Since the time of William James (1890), consciousness has been described as occurring in a stream. In 2013, Chomsky reminded an audience that consciousness is continuous and that it never seems to stop during wakefulness (Chomsky 2013). In all the years of giving lectures on cognition and language, he has never provided an explanation as to why this might be so. When declarative information is consolidated via the hippocampus in the neocortex, the neurons in the hippocampus transfer the information according to a stream or a replay of the same sequence that occurred during learning (Boyce et al. 2016; Girardeau et al. 2009; Louie and Wilson 2001; Wilson and McNaughton 1994). Once stored, the declarative information in the association areas of the neocortex is partitioned according to faces, places, and other sensory fragments, all imbedded within the context at the time of learning (Corkin 2002; Brecht and Freiwald 2012; Bruce et al. 1981; Freiwald and Tsao 2010; Lu and Golomb 2023; Ojemann 1991; Penfield and Robert 1966; Periera, Fedorenko et al. 2018; Rolls 2004; Schwarzlose, Kanwisher et al. 2005; Schwiedrzik, Freiwald et al. 2015; Scoville and Milner 1957; Squire et al. 2001). The order of streams of consciousness—which can lead to the execution of behaviors in a stream—is determined by the order imposed on the declarative information at the time of learning. Anyone who has prepared a university lecture will agree with this statement. And every time you deliver the lecture it will be modified according to feedback from the students to enhance communication. In short, minute details of a stream of consciousness is updated continuously, but the basic structure of the lecture will remain the same.
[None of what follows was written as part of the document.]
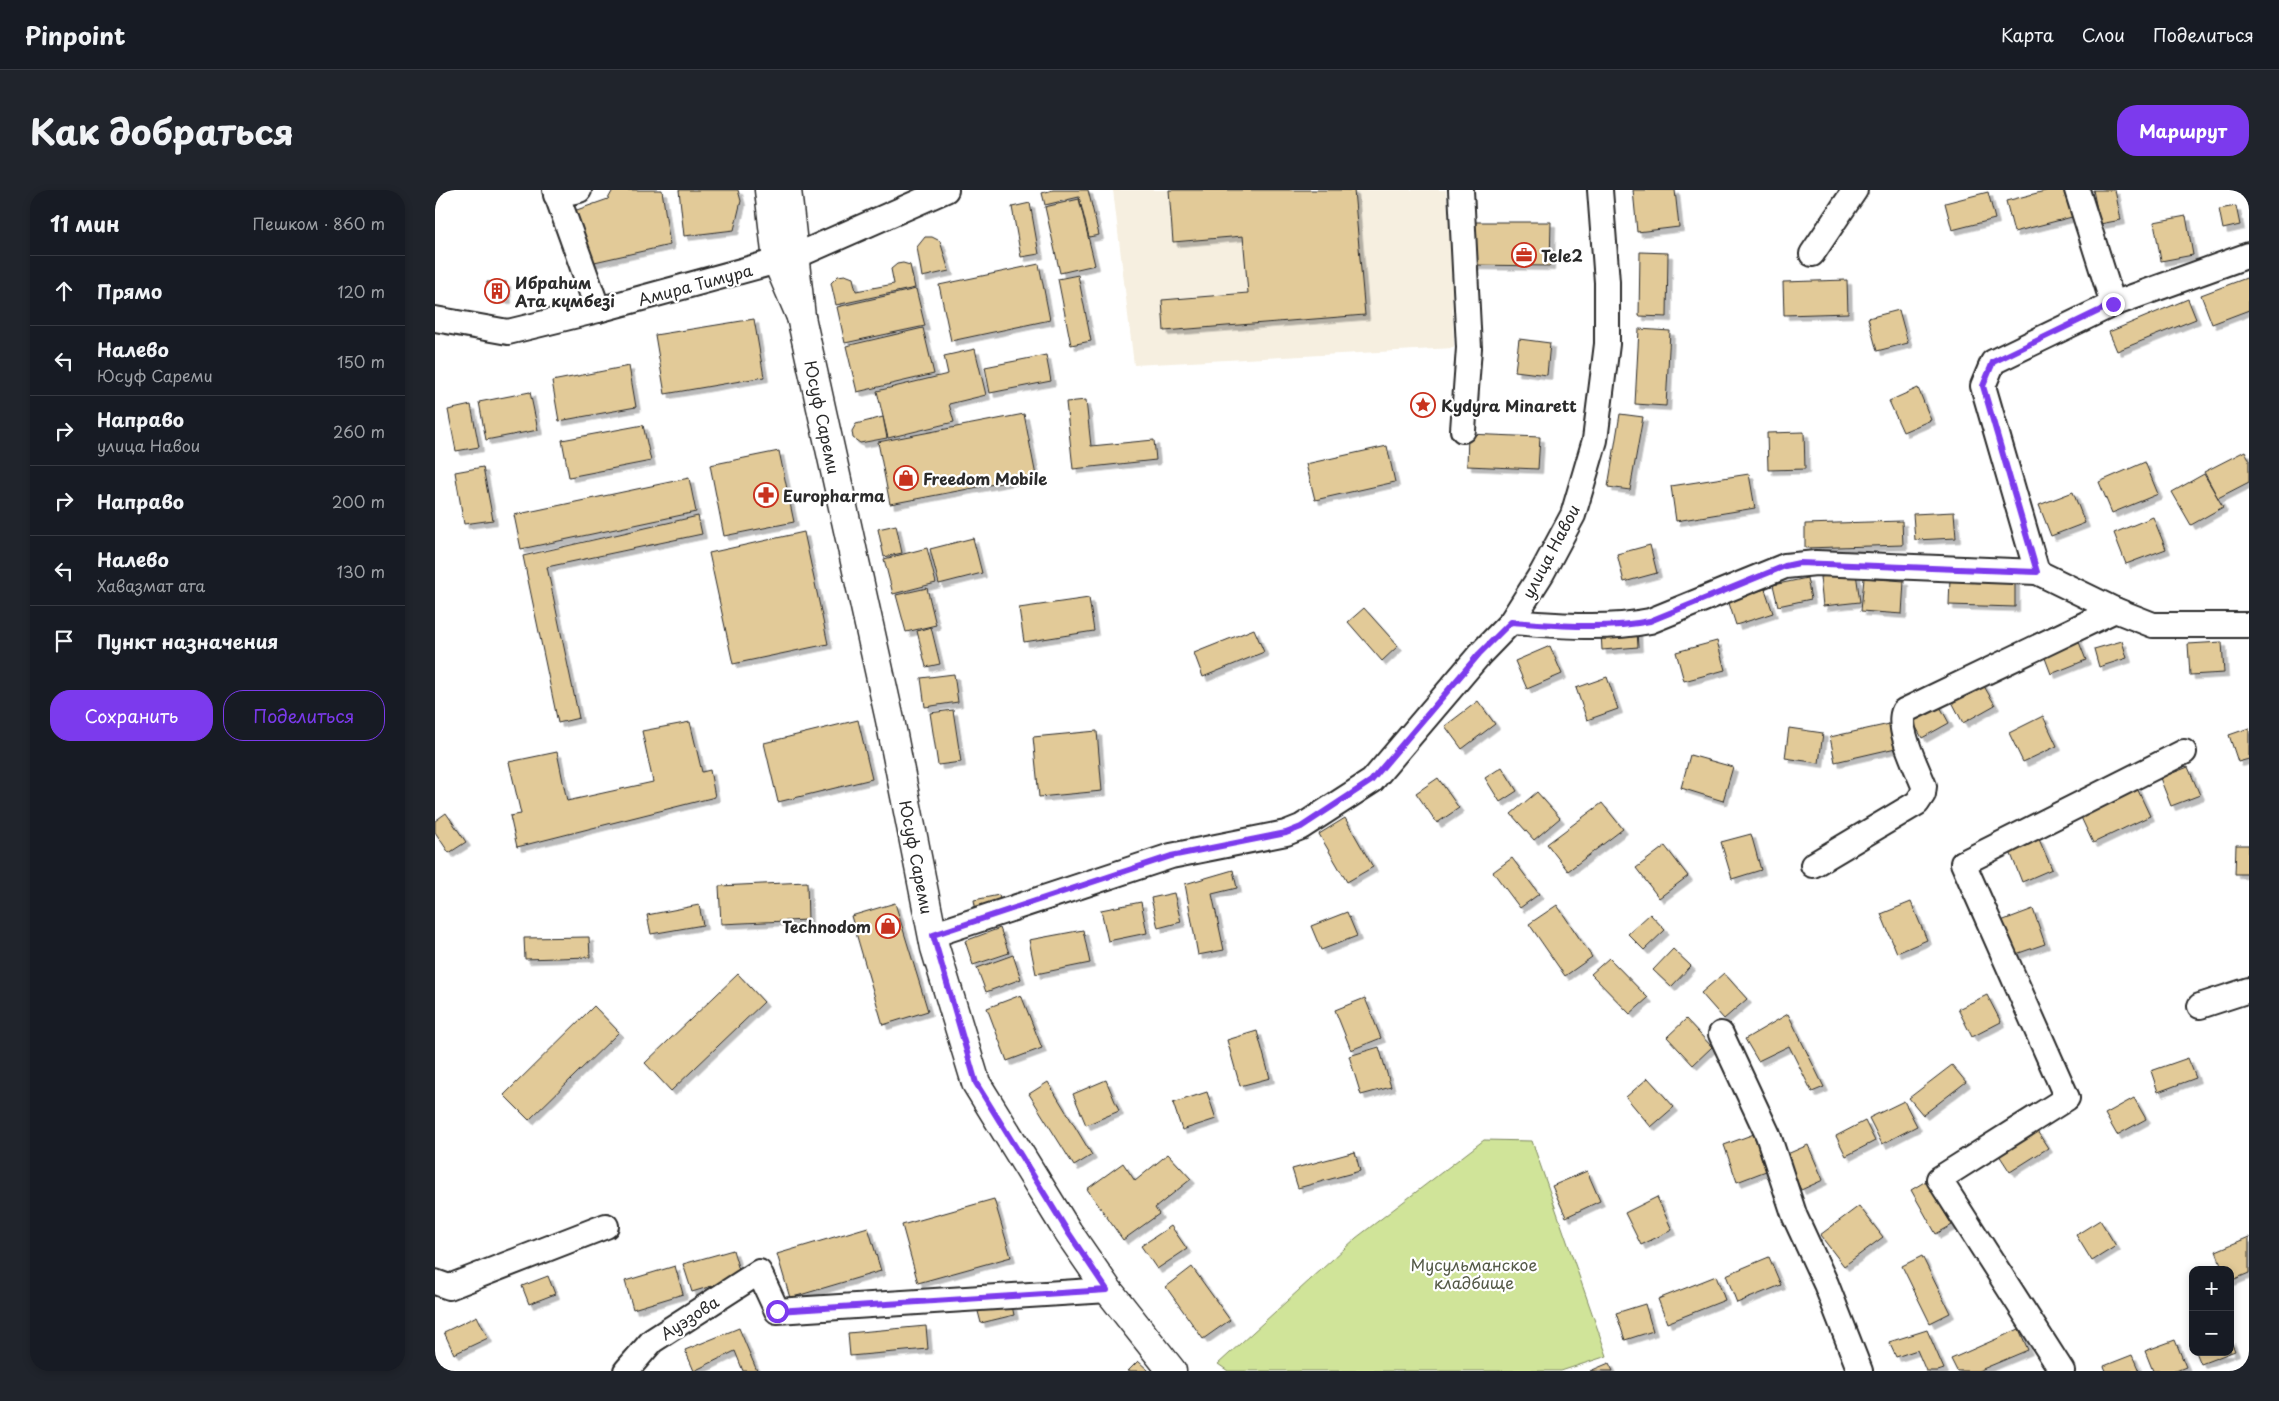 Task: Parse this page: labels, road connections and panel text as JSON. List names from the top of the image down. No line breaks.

We would suggest that as one learns a new sequence of declarative information, declarative-conscious units (neurons) are activated in the order of memorization by the neocortex. Each declarative-conscious unit that is active during a stream of consciousness is connected to a global neocortical network that contains all the information pertaining to a stream. Indeed, every learned language (e.g., English, Portuguese, Hebrew, and so on) remains in a separate neocortical network (Ojemann 1983, 1991). If we could resurrect Wilder Penfield to continue his electrical stimulation experiments on the human neocortex (Penfield 1975; Penfield and Rasmussen 1952), we would have him stimulate a string of declarative-conscious units representing a particular stream of consciousness to see if subjects can accurately report on the stream. Two points need to be made here. First, each subject will have a unique collection of neurons found in different locations of the neocortex defining a specific stream, and once activated a subject will know that he/she did not generate the stream, but that it was produced outside a subject’s volition (Penfield 1975; see Footnote 1).

Now to address Chomsky’s comment on why consciousness is continuous and that it never seems to stop during wakefulness (Chomsky 2013). The neocortex has stored within it a lifetime of conscious streaming that is spontaneously generated throughout one’s life, and it is designed to be continuously active from a metabolic point of view, even when one is immobile (Herculano-Houzel 2011; see Footnote 2). The stream of consciousness produced must be related to what one is learning on a particular day (Hebb 1949, 1968), but two individuals confronted with the same problem will solve it differently, since each has a distinct neural constitution based on a differential history. That is why people like Einstein, Kasparov, Pelé, and Bolt are one of a kind, as are each of us.

Footnote 1: Rhesus monkeys discriminate between a phosphene generated by electrical activation of the visual cortex and the presentation of a visual target that similarly activates the neurons mediating the phosphene experience (Tehovnik and Slocum 2013). What this means is that when developing visual prosthetics for the blind, expect a period during which a patient will need to learn how to use the device. A patient with a new cochlear implant may require up to two years to re-learn a language, since the sounds induced by the electrical stimulation of the auditory nerve differ from the sound experienced by an intact auditory system.

Footnote 2: Motor neurons are only active when one is moving. Activity of the neocortex that is not directly related to motor activity (but related to conscious reflection) is a problem for brain machine interfaces as used to restore motor function to paralyzed patients. Nevertheless, during wakefulness (but not during sleep) there is a correlation between neural activity and muscle activity in M1 (Jackson et al. 2007), which explains why many brain-machine-interface studies implant M1 (Tehovnik et al. 2013).